In Washington and other cities with self-driving Uber cars, a second employee will be in the passenger seat.
The National Transportation Safety Board in November faulted Uber for inadequate attention to safety and decisions in the autonomous vehicle involved in the Arizona fatality, as well as the vehicle’s distracted back-up driver.
The crash in March 2018 killed 49-year-old Elaine Herzberg as she was walking a bicycle across a street at night in Tempe, Arizona. The crash prompted significant safety concerns about the nascent self-driving car industry. — Reuters
Toyota recalls more cars with faulty airbags
Toyota said last week it is recalling 361,000 older vehicles worldwide for potentially defective air bag inflators.

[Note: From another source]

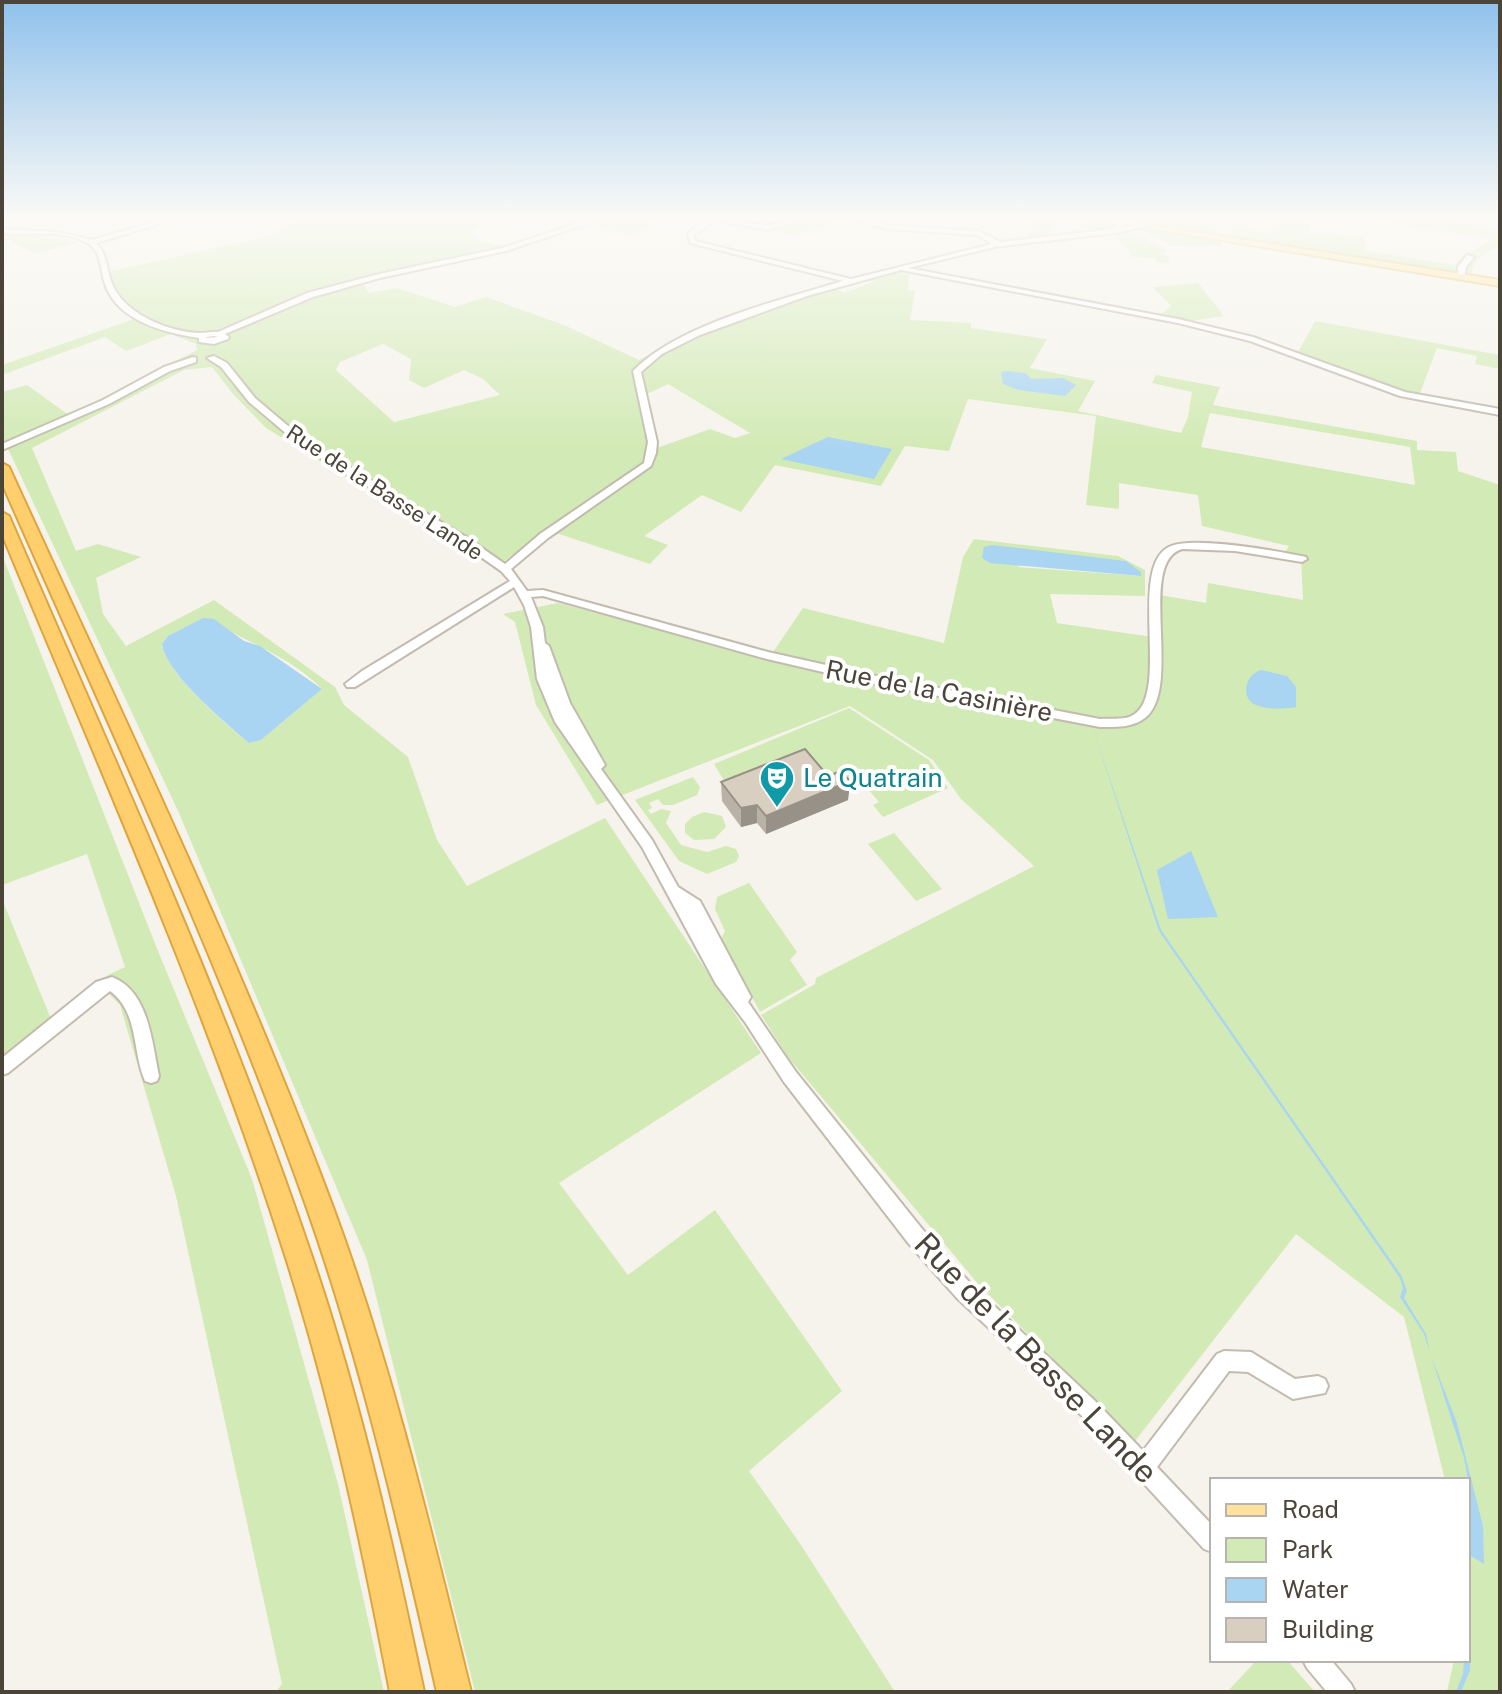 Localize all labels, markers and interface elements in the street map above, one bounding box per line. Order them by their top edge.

The defect involves a different type of Takata inflator than those that have prompted the largest-ever auto safety recalls worldwide covering more than 42-million US vehicles by 19 carmakers with Takata air bag inflators.
Honda said it will recall 2.7-million older US vehicles in North America for the same type of Takata inflator that Toyota is also recalling. Takata issued a new defect notice in November for inflators from four automakers, including Honda and Toyota.
Toyota's new recall covers some 1998-2000 Toyota RAV4, 1998-1999 RAV4 EV, 1998-1999 Celica and 1997-1998 Model Year Supra vehicles.
The notice came after BMW recalled more than 200,000 vehicles in the US for the same type of inflator after the death of a driver in Australia from an air bag rupture involving one of the inflators, along with two other injury incidents in Australia and Cyprus.
At least 25 people worldwide have been killed and 290 injured from the inflators, which can explode when deployed and spray deadly metal fragments.
Under a 2015 consent order, Takata airbag inflators using ammonium nitrate, a widely used chemical explosive, were progressively banned because the propellant tended to become unstable in humid climates.
Bankrupt supplier Takata is now owned by China’s Ningbo Joyson Electronic.